In Deutschland gilt Karlsruhe als die Stadt mit dem besten und fortschrittlichsten ÖPNV-Netzwerk - doch was vielen Nutzern sauer aufstößt, sind die stetig steigenden Tarife. Jüngst diskutierte der Gemeinderat über eine kostenfreie Variante von Bus und Bahn. Wird diese vielleicht bald Realität?

Die gelben Straßenbahnen sind eine Konstante, die das Karlsruher Stadtbild zieren. Mit Sicherheit hat jeder Karlsruher die Bahn einmal benutzt - und wenn nicht die Bahn, verbindet auch ein weitverzweigtes Busnetzwerk die Stadt. 
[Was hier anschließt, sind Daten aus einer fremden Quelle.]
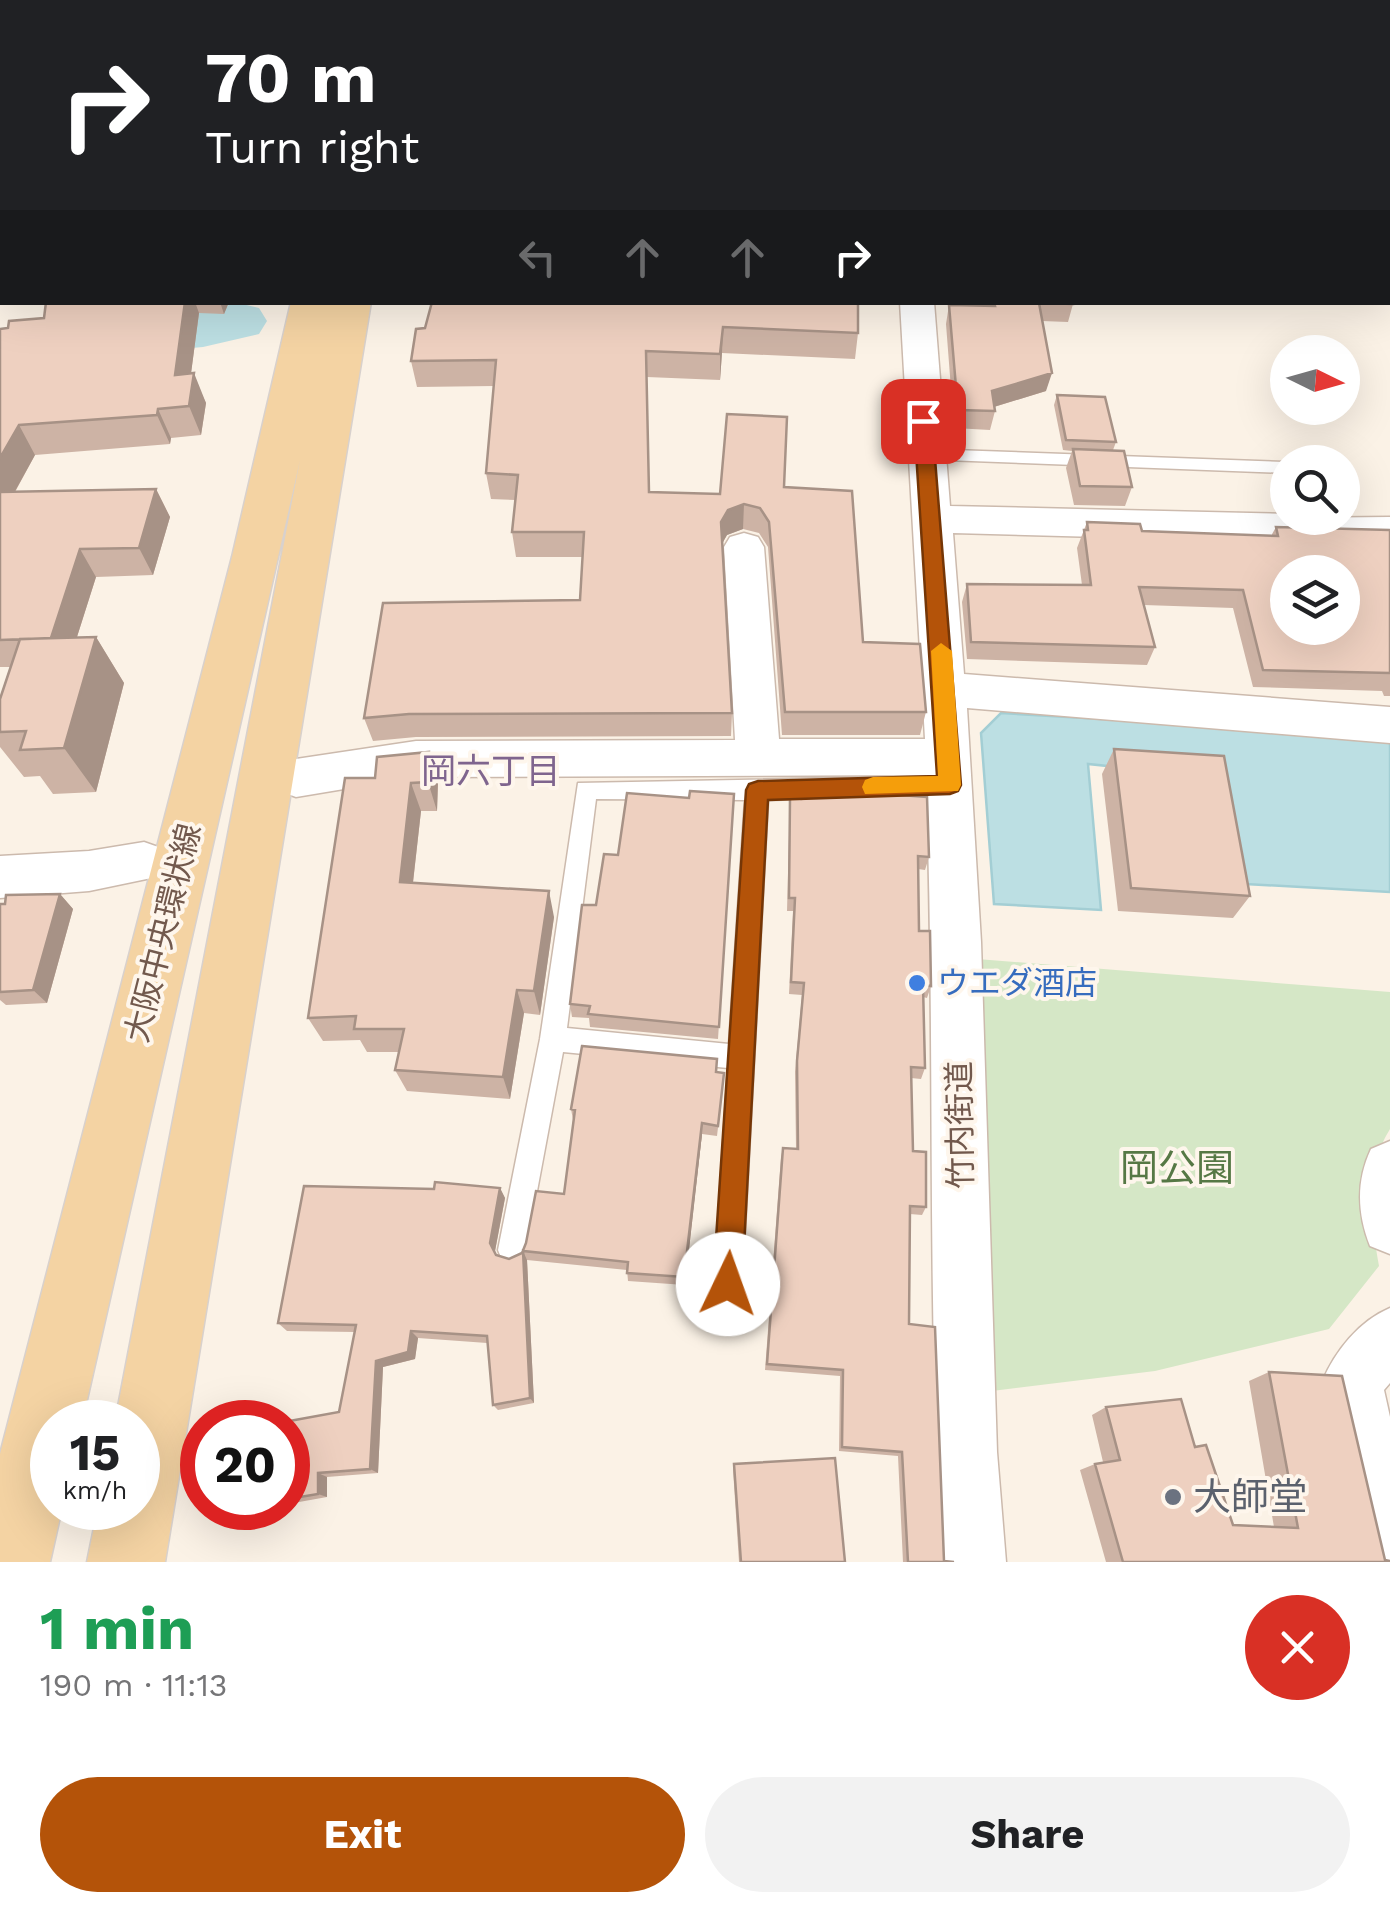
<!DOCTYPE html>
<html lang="en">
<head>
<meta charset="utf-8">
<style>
  :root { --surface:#fff; --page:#f2f2f2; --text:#202124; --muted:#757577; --accent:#b45309 }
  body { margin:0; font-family:"Work Sans","Noto Sans JP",sans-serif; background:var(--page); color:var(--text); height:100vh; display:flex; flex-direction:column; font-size:38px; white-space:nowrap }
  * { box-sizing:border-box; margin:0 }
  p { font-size:32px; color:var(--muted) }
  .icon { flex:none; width:55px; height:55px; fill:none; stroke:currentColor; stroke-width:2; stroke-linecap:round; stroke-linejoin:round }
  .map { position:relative; height:1562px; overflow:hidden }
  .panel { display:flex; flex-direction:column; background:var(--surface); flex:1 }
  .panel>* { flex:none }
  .guide { position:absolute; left:0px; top:0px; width:1390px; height:305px; box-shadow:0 10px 40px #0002; background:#202124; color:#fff; overflow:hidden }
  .needle { width:65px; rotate:95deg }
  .fabs { position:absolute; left:1270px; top:335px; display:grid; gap:20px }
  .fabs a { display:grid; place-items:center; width:90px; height:90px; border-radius:50%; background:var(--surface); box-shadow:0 10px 40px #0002; font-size:50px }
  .speed { position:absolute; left:30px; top:1400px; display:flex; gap:20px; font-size:50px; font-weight:700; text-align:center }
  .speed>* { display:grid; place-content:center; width:130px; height:130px; border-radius:50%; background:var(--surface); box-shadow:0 10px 40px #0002; line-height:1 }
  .speed small { font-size:25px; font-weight:400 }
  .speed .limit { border:15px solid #d22; background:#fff; color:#111 }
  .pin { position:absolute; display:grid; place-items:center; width:85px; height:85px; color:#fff; margin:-42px; border-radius:20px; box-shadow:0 5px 15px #0006 }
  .me { position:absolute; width:110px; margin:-55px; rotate:3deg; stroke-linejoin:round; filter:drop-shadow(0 0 8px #0008) }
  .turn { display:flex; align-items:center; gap:35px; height:210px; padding:0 40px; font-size:45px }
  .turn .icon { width:130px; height:130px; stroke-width:2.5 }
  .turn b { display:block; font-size:70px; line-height:85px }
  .lanes { display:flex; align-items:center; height:95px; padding:0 40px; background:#0003; justify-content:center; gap:50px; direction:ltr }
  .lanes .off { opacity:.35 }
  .round { display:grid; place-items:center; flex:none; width:105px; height:105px; border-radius:52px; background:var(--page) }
  .head { display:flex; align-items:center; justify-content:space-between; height:170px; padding:0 40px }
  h1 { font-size:60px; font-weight:700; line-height:75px; color:#1e9e55 }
  .cta { display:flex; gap:20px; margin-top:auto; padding:20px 40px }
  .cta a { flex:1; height:115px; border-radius:60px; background:var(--accent); color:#fff; font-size:40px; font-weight:700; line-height:115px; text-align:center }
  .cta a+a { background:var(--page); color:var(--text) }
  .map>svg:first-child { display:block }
  .green { fill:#d5e7c6 }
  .water { fill:#bcdfe3; stroke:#a3ced4; stroke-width:2.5 }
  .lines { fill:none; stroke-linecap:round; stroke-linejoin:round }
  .river { fill:#bcdfe3; fill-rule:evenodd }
  .service-casing { stroke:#ccbaad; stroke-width:3 }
  .minor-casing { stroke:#ccbaad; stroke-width:3 }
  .primary-casing { stroke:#d8d1cd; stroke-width:3 }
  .service { fill:#fff; fill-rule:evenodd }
  .minor { fill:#fff; fill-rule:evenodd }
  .primary { fill:#f4d3a3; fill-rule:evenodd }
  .wall { fill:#cdb3a5 }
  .shaded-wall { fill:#a79286 }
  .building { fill:#eed0c0; stroke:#a79286; stroke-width:2.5; fill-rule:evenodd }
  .route { fill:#b45309; stroke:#753606; stroke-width:2.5 }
  .slow { fill:#f59e0b }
  .shop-dot { fill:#3f7fe0; stroke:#fef6ec; stroke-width:4 }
  .worship-dot { fill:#6b7280; stroke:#fef6ec; stroke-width:4 }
  .labels { text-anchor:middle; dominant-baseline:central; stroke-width:8; stroke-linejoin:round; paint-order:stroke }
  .street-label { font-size:32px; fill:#72594d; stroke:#fef6ec }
  .shop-label { font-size:32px; fill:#366cbe; stroke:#fef6ec; text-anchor:start }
  .neighbourhood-label { font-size:35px; fill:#7f658e; stroke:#fef6ec }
  .near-park-label { font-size:38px; fill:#567845; stroke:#fef6ec }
  .near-worship-label { font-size:38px; fill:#5b616d; stroke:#fef6ec; text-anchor:start }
</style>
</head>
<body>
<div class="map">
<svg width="1390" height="1562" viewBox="0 0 1390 1562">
  <rect width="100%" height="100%" fill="#fbf2e6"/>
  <!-- green -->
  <path class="green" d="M977,959L1390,992V1129C1364,1170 1371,1221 1379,1266L1329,1329L1155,1371L992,1391Z"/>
  <!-- water -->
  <path class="water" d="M1001,713L1390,736V892L1228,883L1211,777L1088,764L1101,910L994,904L981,733Z"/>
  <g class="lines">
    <!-- river -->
    <path class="river" d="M1388,159L1390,160V192L1388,191Z
      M238,303L259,308L267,321L259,334L203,347L0,366V328L203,311Z"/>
    <!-- service casing -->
    <g class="service-casing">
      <path id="service" d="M925,449L1284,462L1288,463V473L918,459L916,455Z
        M949,776L957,778L960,785L957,792L949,794L768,800L742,1285L738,1295L728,1299L718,1295L714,1285L728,1068L563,1052L526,1250L522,1260L512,1264L502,1260L498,1250L540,1039L578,783ZM596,799L745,800L729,1044L567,1028Z"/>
    </g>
    <!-- minor casing -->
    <g class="minor-casing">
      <path id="minor" d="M929,0H955V2H929Z
        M900,302H934L950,506L1288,514V518L1390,517V545L953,533L964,674L1390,707V743L967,708L981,942L997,1452L1006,1562H942C926,1300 936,1037 926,775L416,777L296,797L280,791L274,778L280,765L296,759L416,741L735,740L724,547L730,537L744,533L758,537L764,547L779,739H925Z
        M144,842L161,848L167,862L161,876L89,891L0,898V856L89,851Z
        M1390,1141V1254L1370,1246C1357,1213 1356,1181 1371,1149Z
        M1390,1308V1383L1384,1390L1390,1417V1562H1363L1322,1382C1335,1351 1359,1321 1390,1308Z"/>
    </g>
    <!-- primary casing -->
    <g class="primary-casing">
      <path id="primary" d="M364,0H396V2H364Z
        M291,302H371L165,1562H87L98,1508H138V1422H115L300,460L82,1422H52V1508H62L50,1562H0V1454L232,557Z"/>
    </g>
    <!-- service -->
    <use href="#service" class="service"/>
    <!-- minor -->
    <use href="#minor" class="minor"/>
    <!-- primary -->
    <use href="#primary" class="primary"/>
  </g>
  <!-- wall -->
  <path class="wall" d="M46,302H229L224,314L199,313L191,373L206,403L201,435L171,438L170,444L35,455L15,492L156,489L170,517L153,575L96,577L77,637H96L124,683L96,792L53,794L40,776L24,777L0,747V699L11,667H0V329L44,318Z
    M432,302L858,333L855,359L722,353L720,380L647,377L649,492L720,494L784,487L863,642L926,712L920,735H782L768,547L759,533L743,529L727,535L722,544L732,713L731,736L416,737L373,741L364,718L580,600L583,557H516L512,532L516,500L491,499L486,473L494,386L417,387L411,361L425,328Z
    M988,302L1073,304L1068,322L1042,321L1046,391L994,407L995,411L990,430L954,428L946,324L949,305L988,306Z
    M1057,395L1116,442L1113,450L1132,487L1125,506L1074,505L1066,468L1072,451L1063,450L1054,405Z
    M1087,522L1142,531L1271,536L1276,527L1390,530V696H1384L1382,691L1253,687L1233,608L1144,605L1155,647L1147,665L967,659L962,602L967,584L1082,585L1077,548Z
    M1114,749L1250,896L1233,918L1118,911L1102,774Z
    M375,778L438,781L437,811H421L413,883L554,917L540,1015L524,1013L510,1099L407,1091L395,1070L399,1052H367L360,1040L323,1041L308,1018Z
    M801,789L872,793L929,857L925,870L918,869L919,931L931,986L927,998L923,997L925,1068L921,1079L911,1078L913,1151L926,1207L922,1215L910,1214L909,1324L944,1561L954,1562H903L898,1456L839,1451L840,1376L765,1370L781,1157L783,1148L796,1149L795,1072L802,995L789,994L793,911H787L790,798L800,799Z
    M734,794L718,1039L590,1027L589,1018L572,1017L570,1004L596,905L618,855L689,798Z
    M60,894L73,909L47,1003L6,1005L0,1000V904Z
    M716,1072L723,1084L717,1136L702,1134L685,1285L628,1281L627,1270L527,1260L534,1403L498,1410L493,1405L487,1343L418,1338L415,1359L383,1367L378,1473L327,1477V1497L288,1504V1422L339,1412L355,1332L287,1331L278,1323L434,1189L500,1188L505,1198L495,1251L496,1255L509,1259L522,1253L564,1194L573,1120L571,1109Z
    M1269,1372L1385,1560L1390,1562H1106L1080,1470L1095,1464L1103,1462L1092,1415L1106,1407L1195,1447L1233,1525L1274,1527L1249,1381Z
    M734,1464L845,1562H739L733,1469Z"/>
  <!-- shaded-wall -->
  <path class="shaded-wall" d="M185,302H195L199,313L187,404L175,375Z
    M220,302H229L224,314Z
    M723,327L722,353L720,380V354Z
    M194,373L206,403L201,435L189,406Z
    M1052,373L1046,391L987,409L992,391Z
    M158,409L171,438L170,444L157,415Z
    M19,425L35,455L3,513L0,508V458Z
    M156,489L170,517L153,575L139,548Z
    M744,504L743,529L727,535L720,547L721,522L728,510Z
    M80,549L96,577L68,665L51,638Z
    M96,637L124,683L96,792L64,748Z
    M429,752L438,781L437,811L428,782Z
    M411,783L421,811L410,908L400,882Z
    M549,891L554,917L540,1015L534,991Z
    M60,894L73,909L47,1003L33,990Z
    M517,990L524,1013L510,1099L503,1077Z
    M702,1123V1134L685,1285L684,1277Z
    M500,1188L505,1198L495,1251L490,1243Z
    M523,1251L527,1260L534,1403L530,1398Z
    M411,1331L418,1338L415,1359L383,1367L378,1473L370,1469L376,1361Z
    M318,1473L327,1477V1497L318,1494Z"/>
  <!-- building -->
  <path class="building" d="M87,0H265L264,2H85Z
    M486,0H579L578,2H486Z
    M699,0H913V2H700Z
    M1175,0H1246L1247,2H1176Z
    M46,302H185L175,375L194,373L189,406L158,409L157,415L19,425L0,458V329L8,328L9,321L44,318Z
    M432,302H858V333L723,327L720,354L646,351L649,492L720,494L727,414L787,417L784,487L852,491L863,642L920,644L926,712H785L769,522L760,508L744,504L728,510L721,522L732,713L409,714L364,718L383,603L580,600L584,532H512L518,475L486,473L496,360L411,361L416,329L425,328Z
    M994,302H1073V304L1039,303L1052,373L992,391L995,411L958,410L949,305L995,306Z
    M1057,395L1105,397L1116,442L1066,440Z
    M1073,449L1124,451L1132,487L1080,486Z
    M156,489L139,548L80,549L51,638L0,640V492Z
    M1087,522L1140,524L1142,531L1278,536L1276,527L1390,530V673L1263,670L1243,590L1139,587L1155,647L971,642L967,584L1091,585L1084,530H1088ZM1288,572H1342V628H1288Z
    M96,637L64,748L20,750L26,731L0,732V699L20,639Z
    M1114,749L1224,756L1250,896L1131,888Z
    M429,752L428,782L411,783L400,882L549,891L534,991L517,990L503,1077L395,1070L404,1029H354L356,1016L308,1018L345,778H375L377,757Z
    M872,786V793L927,797L929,857L918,856L919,931H930L931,986L923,985L925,1068L911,1067L913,1151L926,1152V1207L910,1206L909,1324L935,1327L944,1561L954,1562H908L902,1452L842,1447L843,1370L767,1364L783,1148L798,1149L797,1061L804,983L791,982L795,898H789L790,798L801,799V789Z
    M690,791L734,794L719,1027L588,1014L590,1006L570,1004L582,905H596L604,854L618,855L627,793L689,798Z
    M60,894L33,990L0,992V904H5L6,895Z
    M582,1046L717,1059L716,1072L724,1073L718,1126L702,1123L684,1277L627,1273L628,1262L523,1251L530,1398L493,1405L487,1336L411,1331L408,1352L376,1361L370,1469L318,1473V1494L288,1499V1422H284L339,1412L356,1325L278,1323L304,1186L434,1189L435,1182L500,1188L490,1243L496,1255L509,1259L522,1253L526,1243L536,1191L564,1194L575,1110L571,1109Z
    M1269,1372L1342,1376L1385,1560L1390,1561V1562H1123L1095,1464L1120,1460L1106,1407L1181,1399L1195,1447L1206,1445L1233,1525L1298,1528Z
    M835,1458L845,1562H741L734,1464Z"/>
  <!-- route -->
  <path class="route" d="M923,415L932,421L961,785L958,791L950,794L768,800L742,1284L738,1295L728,1299L717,1295L713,1284L746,790L749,784L758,781L937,776L914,421Z"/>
  <!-- slow -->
  <path class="slow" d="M941,643L952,651L961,785L958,791L865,794L862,787L865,780L873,777L938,776L931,651Z"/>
  <!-- markers -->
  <circle class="shop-dot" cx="917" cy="983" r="10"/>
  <circle class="worship-dot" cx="1173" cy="1497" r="10"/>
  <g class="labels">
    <!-- street labels -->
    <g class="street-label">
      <text transform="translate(163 933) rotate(-76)">大阪中央環状線</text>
      <text transform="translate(960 1125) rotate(-91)">竹内街道</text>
    </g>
    <!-- shop labels -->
    <g class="shop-label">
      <text x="937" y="983">ウエダ酒店</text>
    </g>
    <!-- neighbourhood labels -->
    <g class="neighbourhood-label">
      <text x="491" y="771">岡六丁目</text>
    </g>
    <!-- near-park labels -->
    <g class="near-park-label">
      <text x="1177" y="1168">岡公園</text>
    </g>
    <!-- near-worship labels -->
    <g class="near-worship-label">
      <text x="1193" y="1497">大師堂</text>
    </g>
  </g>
</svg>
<div class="fabs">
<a><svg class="needle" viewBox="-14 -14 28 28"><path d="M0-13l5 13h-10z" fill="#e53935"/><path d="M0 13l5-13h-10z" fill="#757577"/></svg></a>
<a><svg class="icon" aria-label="search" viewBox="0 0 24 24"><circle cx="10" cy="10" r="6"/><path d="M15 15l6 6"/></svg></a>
<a><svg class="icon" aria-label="layers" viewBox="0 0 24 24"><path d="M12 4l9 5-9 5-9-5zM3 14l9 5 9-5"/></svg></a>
</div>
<div class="speed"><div>15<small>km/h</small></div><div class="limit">20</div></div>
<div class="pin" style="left:923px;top:421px;background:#d93025"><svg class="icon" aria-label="arrive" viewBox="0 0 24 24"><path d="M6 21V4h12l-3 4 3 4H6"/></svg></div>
<svg class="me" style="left:728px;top:1284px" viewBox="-20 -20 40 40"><circle r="19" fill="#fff"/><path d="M0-13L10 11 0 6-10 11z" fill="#b45309"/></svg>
<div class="guide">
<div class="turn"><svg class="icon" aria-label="right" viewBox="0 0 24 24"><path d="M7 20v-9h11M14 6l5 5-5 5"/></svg><div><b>70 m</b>Turn right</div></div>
<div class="lanes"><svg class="icon off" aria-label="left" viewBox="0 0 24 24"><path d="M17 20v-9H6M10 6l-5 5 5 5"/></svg><svg class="icon off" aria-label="ahead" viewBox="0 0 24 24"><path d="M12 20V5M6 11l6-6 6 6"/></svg><svg class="icon off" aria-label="ahead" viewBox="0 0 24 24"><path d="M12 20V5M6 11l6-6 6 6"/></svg><svg class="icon" aria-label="right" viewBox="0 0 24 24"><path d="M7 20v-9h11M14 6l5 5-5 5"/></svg></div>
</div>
</div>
<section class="panel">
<div class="head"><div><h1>1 min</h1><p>190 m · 11:13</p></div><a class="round" style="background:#d93025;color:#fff"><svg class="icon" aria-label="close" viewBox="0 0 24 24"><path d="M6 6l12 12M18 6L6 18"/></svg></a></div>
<div class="cta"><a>Exit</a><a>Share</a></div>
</section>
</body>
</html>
Doch hundertprozentig zufrieden sind die meisten Kunden nicht. Der Grund: In den letzten Jahren wurde der Ticketpreis stetig erhöht - der Betreiber, die Verkehrsbetriebe Karlsruhe (VBK), begründet die jährlichen Preissteigerungen durch das wachsende Liniennetzwerk und den steigenden Komfort in den Bahnen.

Dennoch wurden in den vergangenen Jahren Forderungen nach einem kostenlosen ÖPNV von verschiedenen Stellen immer wieder laut. Jüngst hat auch der Karlsruher Gemeinderat in seiner Juni-Sitzung wieder über eine solche Möglichkeit diskutiert. Die Fraktionen der Linken, der Karlsruher Liste/Die Partei und der Grünen sind hier die stärksten Verfechter.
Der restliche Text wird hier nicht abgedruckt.